恋する気持ち-16
「好きだ」
「――――えっ…」
ずっと、声にすることができなかった大切な言葉。
情けなく飲み込んでばかりだった、伝えたい想い。
今、それはなんとも微妙なこのタイミングで、ついに俺の唇から放たれたのだ。
目の前で、真ん丸な目をして固まっている、愛しい人に向かって。
「好き…って、直樹が、私を?」
「この状況で、お前以外に誰がいるんだよ」
「だ、だって、直樹そんなこと一言も言わなかったじゃない」
「言わなかった…じゃなくて、言えなかったんだよ。詰めが甘い男だからな、俺は」
(あ、自虐になっちまった)
「――とにかく!俺は、ずっとお前が好きだったんだよ。7年前の、あのトイレ事件から、俺はアホみたいにお前しか見えてないんだよっ!」
「―――――……!」
封印していた想いっていうのは、いざ鍵が外されてみると、案外勢いよく飛び出してくるもんなんだな。
恥ずかしいとかよりも、ようやく気持ちを届けることができたことへの安堵感が俺を包み込む。
――でも。
阿川は、何も答えない。
笑うでも怒るでもなく、その顔に浮かぶのは…困惑?
「――阿川は?」
「えっ…」
「阿川が、俺のこと…どう想ってくれてるのか知りたい」
「直樹…」
悪いことをしているわけじゃないのに、まるで裁判で判決が言い渡されるのを待つかのごとく俺は緊張していた。
「――私…わからないの…っ!」
「へっ!?」
予想外な返答に、思わず間抜けな反応をしてしまう俺。
「わかんないって、何が?」
「…私だって、あのトイレ事件から直樹のことはすごく大切な存在で。直樹と居たかったから、高校も一緒のところを選んだんだよ」
え、そうだったの?
だから、志望校のランクひとつ落としたのか。
「――でも!」
「…でも?」
赤い顔をした阿川が、意を決したような面持ちで俺を見た。
「私――やらしいからっ」
「やら、しい?」
…まぁ、この展開だし否定はしないけど、むしろ男としたら歓迎すべきポイントだよな、それ。

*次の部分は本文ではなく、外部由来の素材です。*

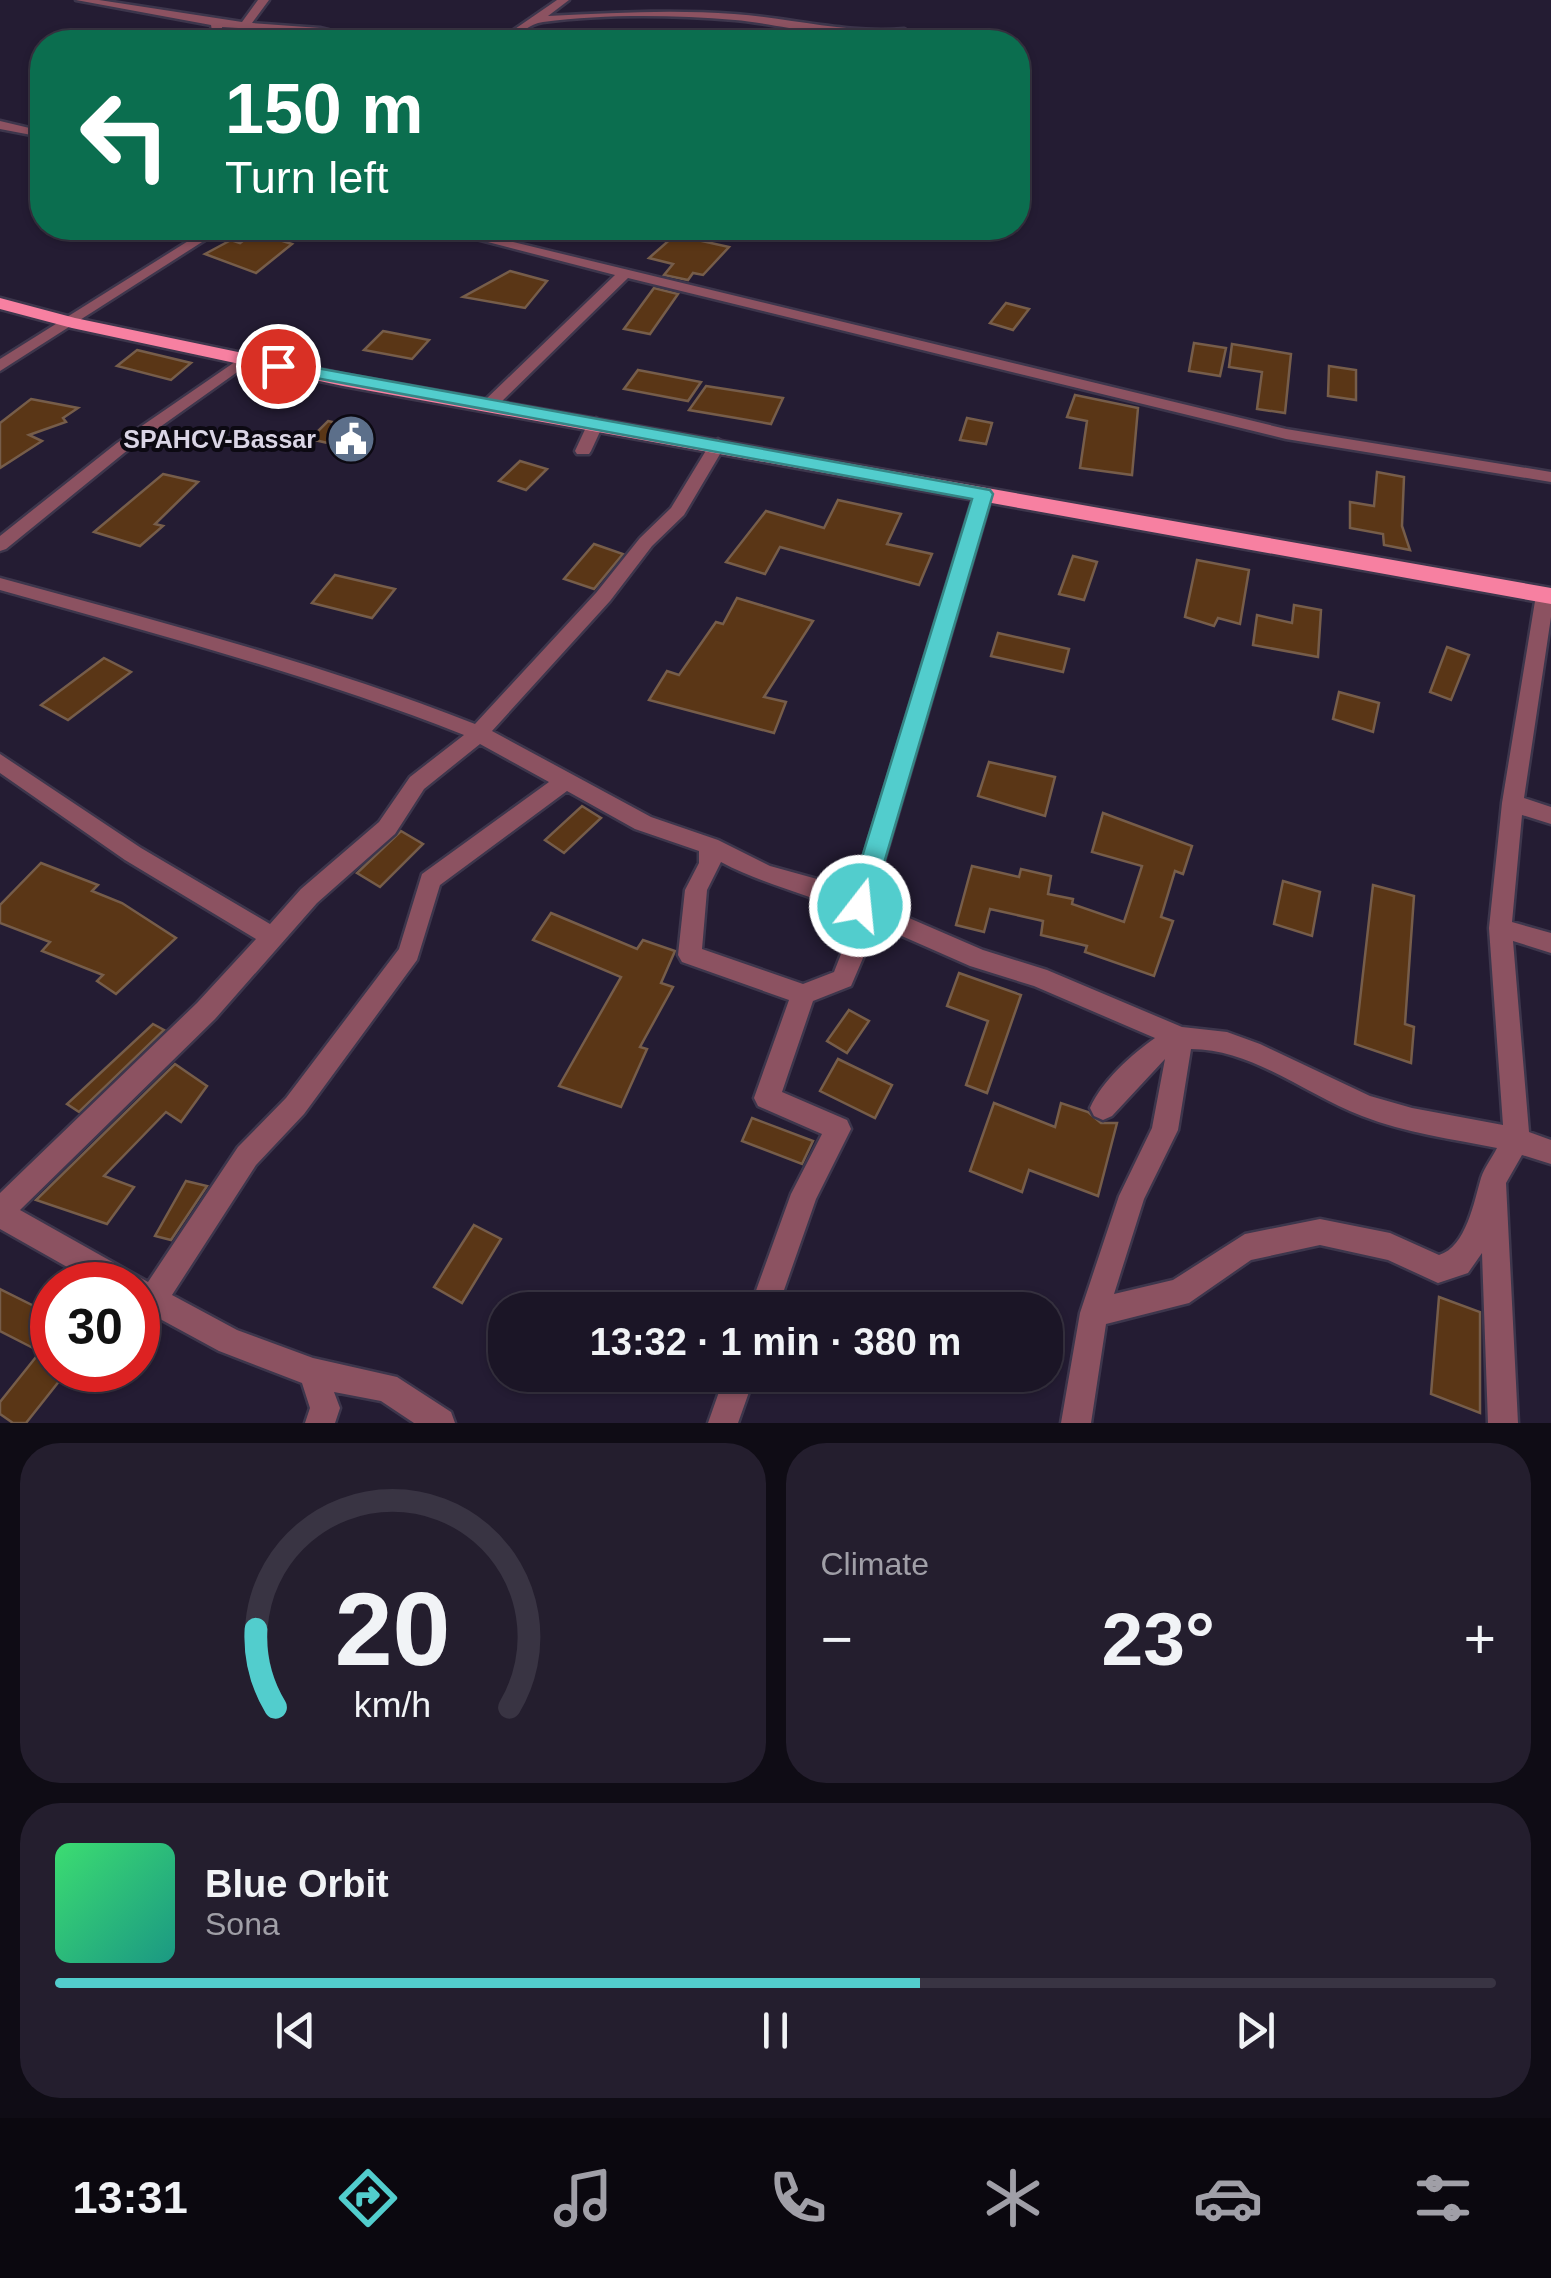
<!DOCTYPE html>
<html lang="en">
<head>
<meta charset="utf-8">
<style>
  :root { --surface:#1b1526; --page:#241e2e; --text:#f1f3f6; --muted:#a09fa7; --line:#393443; --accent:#52cdcd }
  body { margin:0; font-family:Helvetica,sans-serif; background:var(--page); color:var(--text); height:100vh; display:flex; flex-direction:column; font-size:38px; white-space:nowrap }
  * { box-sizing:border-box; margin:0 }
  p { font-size:32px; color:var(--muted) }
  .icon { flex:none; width:55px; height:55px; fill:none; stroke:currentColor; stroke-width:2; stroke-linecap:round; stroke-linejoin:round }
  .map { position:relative; height:1423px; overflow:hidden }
  .sheet { display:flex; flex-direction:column; gap:20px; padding:20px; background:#0f0c15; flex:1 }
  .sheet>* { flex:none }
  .banner { position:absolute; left:30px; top:30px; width:1000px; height:210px; border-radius:40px; box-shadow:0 2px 8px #0004,0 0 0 2px var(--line); background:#0b6e4f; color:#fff; overflow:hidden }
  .speed { position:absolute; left:30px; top:1262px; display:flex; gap:20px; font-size:50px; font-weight:700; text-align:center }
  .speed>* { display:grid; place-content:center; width:130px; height:130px; border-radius:50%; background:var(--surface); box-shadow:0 2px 8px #0004,0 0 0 2px var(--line); line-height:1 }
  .speed .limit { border:15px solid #d22; background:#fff; color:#111 }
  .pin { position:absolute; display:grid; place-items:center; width:85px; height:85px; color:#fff; margin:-42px; border:5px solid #fff; border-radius:50%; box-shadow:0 2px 10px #0007 }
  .me { position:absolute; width:110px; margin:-55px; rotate:16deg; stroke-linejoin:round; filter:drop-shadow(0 0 8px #0008) }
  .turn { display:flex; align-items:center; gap:35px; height:210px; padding:0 30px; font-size:45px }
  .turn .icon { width:130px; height:130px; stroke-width:2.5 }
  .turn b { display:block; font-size:70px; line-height:85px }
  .big { font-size:75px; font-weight:800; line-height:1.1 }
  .sheet .widget { flex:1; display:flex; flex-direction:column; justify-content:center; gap:15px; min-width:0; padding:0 35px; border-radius:40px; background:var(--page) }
  .sheet .dial { align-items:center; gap:0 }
  .dial svg { height:260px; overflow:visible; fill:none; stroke:var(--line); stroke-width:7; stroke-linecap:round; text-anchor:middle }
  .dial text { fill:var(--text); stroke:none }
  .song { display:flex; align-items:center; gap:30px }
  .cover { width:120px; height:120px; border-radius:15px; background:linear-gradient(135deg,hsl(140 70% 55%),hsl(170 70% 35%)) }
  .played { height:10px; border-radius:5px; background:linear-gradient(90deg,var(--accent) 60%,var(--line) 60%) }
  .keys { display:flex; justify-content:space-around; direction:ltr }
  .heat { display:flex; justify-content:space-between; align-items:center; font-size:55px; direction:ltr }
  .sheet .tiles { flex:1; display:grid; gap:20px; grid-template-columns:1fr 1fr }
  .widget:last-child { grid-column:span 2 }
  .trip { position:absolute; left:488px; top:1292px; width:575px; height:100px; border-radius:40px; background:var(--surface); box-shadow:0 2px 8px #0004,0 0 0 2px var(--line); font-weight:800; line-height:100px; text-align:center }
  .tabs { display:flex; height:160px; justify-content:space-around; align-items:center; background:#0b080f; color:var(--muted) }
  .tabs .icon { width:70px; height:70px }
  .tabs .on { color:var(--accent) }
  .tabs b { font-size:45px; color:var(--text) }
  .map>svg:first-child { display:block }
</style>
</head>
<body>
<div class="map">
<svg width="1551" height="1423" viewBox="0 0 1551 1423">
  <rect width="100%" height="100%" fill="#241c33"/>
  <g fill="#5a3616" stroke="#765d4a" stroke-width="2.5">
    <path d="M255,232L292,244L256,273L205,254L231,240L240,243Z"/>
    <path d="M675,235L729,247L703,275L693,273L688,280L664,275L673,264L649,258Z"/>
    <path d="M510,271L547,281L525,308L463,297Z"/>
    <path d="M654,288L678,294L650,334L624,329Z"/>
    <path d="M1006,303L1029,309L1013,330L990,323Z"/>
    <path d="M383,331L429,340L412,359L364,350Z"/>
    <path d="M1194,343L1226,348L1220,376L1189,371Z"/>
    <path d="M1232,344L1291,354L1285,413L1257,409L1262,372L1229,367Z"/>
    <path d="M137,350L191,363L171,380L117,366Z"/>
    <path d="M1329,366L1356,370V400L1328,396Z"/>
    <path d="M638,370L701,382L688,401L624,389Z"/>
    <path d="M706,386L783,398L771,424L689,410Z"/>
    <path d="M1075,395L1138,408L1132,475L1080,468L1087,421L1067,417Z"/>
    <path d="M31,399L78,408L63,418L66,422L29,435L42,441L0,468V423Z"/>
    <path d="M967,418L992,423L986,444L960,440Z"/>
    <path d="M328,421L367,430L350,448L310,439Z"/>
    <path d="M520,461L547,469L526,490L499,481Z"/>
    <path d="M1377,472L1404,477L1402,526L1410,550L1384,545L1383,534L1350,528V502L1374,506Z"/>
    <path d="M163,474L198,482L155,524L163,526L140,546L94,532Z"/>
    <path d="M838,500L901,514L887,544L932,554L919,585L780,547L765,574L726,562L766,511L824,528Z"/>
    <path d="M594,544L623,554L594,589L564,579Z"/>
    <path d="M1073,556L1097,562L1084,600L1059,594Z"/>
    <path d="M1197,560L1249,570L1240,624L1218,618L1214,626L1185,617Z"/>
    <path d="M335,575L395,589L372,618L312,603Z"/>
    <path d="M737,598L813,621L764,697L786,702L774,733L649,700L667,671L679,675L716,622L723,624Z"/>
    <path d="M1294,605L1321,610L1318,657L1253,645L1257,615L1292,623Z"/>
    <path d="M998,633L1069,649L1063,672L991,656Z"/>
    <path d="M1447,647L1469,655L1451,700L1430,692Z"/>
    <path d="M104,658L131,672L68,720L41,705Z"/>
    <path d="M1339,692L1379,703L1373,732L1333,719Z"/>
    <path d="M989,762L1055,777L1045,816L978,796Z"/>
    <path d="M582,806L601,818L564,853L545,840Z"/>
    <path d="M1103,813L1192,846L1183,874L1175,871L1161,917L1173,921L1154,976L1085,952L1087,946L1041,935L1043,921L990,909L984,932L956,925L972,866L1019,877L1021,869L1051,876L1048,894L1073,899L1072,904L1124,922L1142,866L1092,852Z"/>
    <path d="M401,831L423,844L380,887L357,873Z"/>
    <path d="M41,863L98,885L92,891L122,903L176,938L116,994L97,981L103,975L42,951L50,942L0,923V905Z"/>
    <path d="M1283,881L1320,892L1312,936L1274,924Z"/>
    <path d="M1373,885L1414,896L1405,1024L1414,1027L1411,1063L1355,1044Z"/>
    <path d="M551,913L637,949L643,940L675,951L661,983L673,987L640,1047L647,1049L621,1107L559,1086L621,977L533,940Z"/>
    <path d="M959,973L1021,995L987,1093L966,1085L988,1021L947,1006Z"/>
    <path d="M849,1010L869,1021L847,1053L827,1041Z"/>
    <path d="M153,1024L164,1030L79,1112L67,1104Z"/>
    <path d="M838,1059L892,1085L875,1118L820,1091Z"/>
    <path d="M175,1064L207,1086L181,1122L166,1112L104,1176L134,1187L107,1224L36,1200Z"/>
    <path d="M994,1103L1055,1127L1061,1103L1088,1112L1101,1123H1117L1098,1196L1029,1170L1022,1192L970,1171Z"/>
    <path d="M752,1118L813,1141L802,1164L742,1141Z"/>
    <path d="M186,1181L207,1186L171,1240L155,1236Z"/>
    <path d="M474,1225L501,1239L462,1303L434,1287Z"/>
    <path d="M0,1289L52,1315V1329L37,1350L0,1331Z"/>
    <path d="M1439,1297L1480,1312V1413L1431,1394Z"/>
    <path d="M52,1337V1370H68L26,1423H13L0,1414V1402Z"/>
  </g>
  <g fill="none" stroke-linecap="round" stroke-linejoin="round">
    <g stroke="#3d364c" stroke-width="5">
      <g id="minor">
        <path d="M76,0H99L242,22L258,0H269L252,23L320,28L377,42L248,29L236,42H214L211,25ZM222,27L238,28L224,41Z"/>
        <path d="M557,0H569L548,16C610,13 672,9 734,14C791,18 847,34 904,29L909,32C876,49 776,23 735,20C673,15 605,14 543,22C525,24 515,43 496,42Z"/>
        <path d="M0,121L42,131V137L0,129Z"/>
        <path d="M209,228H224L0,371V359Z"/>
        <path d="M434,228H455L1286,429L1551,472V482L1286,439L628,278L496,407L490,409L482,404L484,401L615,275Z"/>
        <path d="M245,355L250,357V363L129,449L6,549L0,551V536L117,443Z"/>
        <path d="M596,418L604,423L591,451L589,454H577L575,451L588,423Z"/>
        <path d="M718,439L726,444L684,515L652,546L610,601L492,731L651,817L718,840L770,866L817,879L852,894L974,495L983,490L989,491L992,495L872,902L983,950L1047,970L1182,1027L1227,1032L1260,1044L1370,1096L1412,1108L1503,1125L1489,928L1502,803L1536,595L1538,591L1551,590V617L1524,798L1551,807V824L1522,815L1512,922L1551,933V953L1513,941L1529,1132L1551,1140V1164L1522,1155L1506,1183L1518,1423H1488L1482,1253L1468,1273L1438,1283L1388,1260L1320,1245L1251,1260L1189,1303L1106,1324L1091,1423H1061L1080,1313L1119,1196L1152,1128L1165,1059L1112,1116L1103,1120L1094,1116L1090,1108C1102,1081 1131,1055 1155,1038L1034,986L970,966L870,922L869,944L851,986L813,1001L782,1092L847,1120L851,1129L816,1199L777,1310H749L791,1194L822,1134L758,1106L754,1098L789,1000L682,962L678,955L685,890L699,863V851L635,829L567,791L440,885L417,960L304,1114L256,1165L172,1295L237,1330L313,1358L397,1377L451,1412L455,1423H414L381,1401L334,1392L340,1408L335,1423H305L310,1408L302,1383L219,1351L138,1307V1285H99L0,1229V1193L197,1003L256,939L125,860L0,773V754L141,848L270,924L301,889L379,822L410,777L464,735C312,675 157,634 0,590V578C160,622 320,663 475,724L596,593L640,538L671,508L710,444ZM480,744L549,782L422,874L399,949L286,1098L238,1147L148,1282L20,1210L215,1019L317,903L395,834L424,789ZM721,862C762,884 806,893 848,912L845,944L834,972L803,984L702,949L707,890ZM1191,1049C1253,1049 1306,1095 1362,1116C1406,1133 1452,1139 1497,1148C1492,1158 1484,1168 1481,1178C1474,1202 1466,1247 1439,1255L1390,1233L1320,1219L1245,1234L1173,1280L1114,1294L1144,1199L1178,1130Z"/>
        <path d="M725,1375H755L738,1423H708Z"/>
      </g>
    </g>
    <g stroke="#3d364c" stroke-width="5">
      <path id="primary" d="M0,298L75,318L343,374L1551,588V604L343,386L72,328L0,309Z"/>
    </g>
    <use href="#minor" fill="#8c5261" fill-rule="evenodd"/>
    <use href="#primary" fill="#f780a1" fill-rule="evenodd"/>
  </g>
  <path fill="#52cdcd" stroke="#358585" stroke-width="2.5" d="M278,361L990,490L993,494L869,914L860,917L847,906L972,499L272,370V363Z"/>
  <defs>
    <g id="civic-disc" transform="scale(2.5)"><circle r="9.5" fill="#5c6f8a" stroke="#0c0912"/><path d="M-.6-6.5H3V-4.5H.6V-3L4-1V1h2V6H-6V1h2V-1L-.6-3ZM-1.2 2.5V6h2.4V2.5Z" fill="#fff"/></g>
  </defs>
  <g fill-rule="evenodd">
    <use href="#civic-disc" x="351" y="439"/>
  </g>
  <g text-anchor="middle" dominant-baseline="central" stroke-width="8" stroke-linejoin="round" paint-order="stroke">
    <g font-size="25" font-weight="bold" fill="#dad5e5" stroke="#0c0912" text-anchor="end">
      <text x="316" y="439">SPAHCV-Bassar</text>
    </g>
  </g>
</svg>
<div class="speed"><div class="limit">30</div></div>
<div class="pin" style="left:278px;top:366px;background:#d93025"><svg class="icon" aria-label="arrive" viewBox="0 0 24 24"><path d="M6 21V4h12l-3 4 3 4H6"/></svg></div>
<svg class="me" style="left:860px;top:906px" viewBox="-20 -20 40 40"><circle r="17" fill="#52cdcd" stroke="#fff" stroke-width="3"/><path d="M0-11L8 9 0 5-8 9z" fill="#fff"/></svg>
<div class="trip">13:32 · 1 min · 380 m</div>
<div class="banner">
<div class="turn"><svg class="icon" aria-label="left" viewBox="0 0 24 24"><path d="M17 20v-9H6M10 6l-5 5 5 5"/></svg><div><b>150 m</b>Turn left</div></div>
</div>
</div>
<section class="sheet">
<div class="tiles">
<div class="widget dial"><svg viewBox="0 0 100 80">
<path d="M14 69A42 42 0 1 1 86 69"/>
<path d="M14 69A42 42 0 0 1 8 45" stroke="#52cdcd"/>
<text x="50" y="56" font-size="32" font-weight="700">20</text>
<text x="50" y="72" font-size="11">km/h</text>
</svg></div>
<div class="widget"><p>Climate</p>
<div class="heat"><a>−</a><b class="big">23°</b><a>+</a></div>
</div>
<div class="widget">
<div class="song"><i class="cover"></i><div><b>Blue Orbit</b><p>Sona</p></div></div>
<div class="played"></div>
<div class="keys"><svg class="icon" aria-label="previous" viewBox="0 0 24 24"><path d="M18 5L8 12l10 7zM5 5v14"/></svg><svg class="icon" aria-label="pause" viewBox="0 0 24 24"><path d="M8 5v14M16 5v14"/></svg><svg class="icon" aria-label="next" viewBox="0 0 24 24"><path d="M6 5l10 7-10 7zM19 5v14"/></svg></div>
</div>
</div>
</section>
<nav class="tabs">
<b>13:31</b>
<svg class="icon on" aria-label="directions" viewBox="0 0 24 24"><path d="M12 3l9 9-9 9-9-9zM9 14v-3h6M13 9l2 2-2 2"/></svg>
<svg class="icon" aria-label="music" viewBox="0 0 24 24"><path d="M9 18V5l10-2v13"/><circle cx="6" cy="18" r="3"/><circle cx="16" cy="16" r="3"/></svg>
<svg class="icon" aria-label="phone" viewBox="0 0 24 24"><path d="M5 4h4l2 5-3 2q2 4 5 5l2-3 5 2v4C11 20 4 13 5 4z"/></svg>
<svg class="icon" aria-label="climate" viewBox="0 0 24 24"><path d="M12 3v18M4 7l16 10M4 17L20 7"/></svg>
<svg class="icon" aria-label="car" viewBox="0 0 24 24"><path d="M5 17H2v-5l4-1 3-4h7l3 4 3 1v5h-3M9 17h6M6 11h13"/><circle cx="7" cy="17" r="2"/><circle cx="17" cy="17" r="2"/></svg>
<svg class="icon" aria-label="filters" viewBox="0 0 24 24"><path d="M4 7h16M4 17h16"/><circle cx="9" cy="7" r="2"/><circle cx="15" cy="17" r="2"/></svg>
</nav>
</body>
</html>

「…『好き』って、胸がキュンとしたり夜中に切なくて泣いちゃったり、自分よりも相手の幸せを願ったりするもの――なのにっ!私ってば、直樹に欲情してやらしいこと考えて、あまつさえ迫って奪っちゃったなんて…。こ、こんなの…恋って言えないよ…」
「………??」
(――ええぇっ!?)
とりあえず、ツッコミ処満載なんだけど…目の前でさめざめと涙を零す阿川は、どうやら冗談を言っているわけではないらしい。
それにしても、恋=胸キュンって、どこからのネタがソースなんだか…。
「阿川」
「……………」
「――プッ!…アハハ…」
ぐしゃぐしゃの顔で俺を見上げる阿川が、たまらなく可愛くて。
俺は、思わず吹き出してしまう。
「なんで笑うのよぅ…」
「は、鼻水垂れてる」
「!!」
「――阿川。…俺は、今までお前に何度も『胸キュン』したけど、同じくらい何度も、お前とエッチなことするのを想像もしたよ」
「えっ!?」
「だって、好きならそういうことしたいじゃん。少しずつ距離が近づいて、わかりあって、最後には溶け合うくらいひとつになりたい。――俺は、それが恋する気持ちだと思う」
「直樹…」
「だーかーらっ!お前も、俺のことが好きだよ。間違いないよ」
掴んでいたままの手首を引き寄せたら、再び阿川は俺の腕の中に戻ってきた。
力一杯抱きしめれば、揺れる長い髪からシャンプーの匂い。
…出逢った幼いあの頃は、見上げるくらい高い位置にあった阿川の顔は、今、俺の目線斜め下で、なにやら不服そうに俺を見上げている。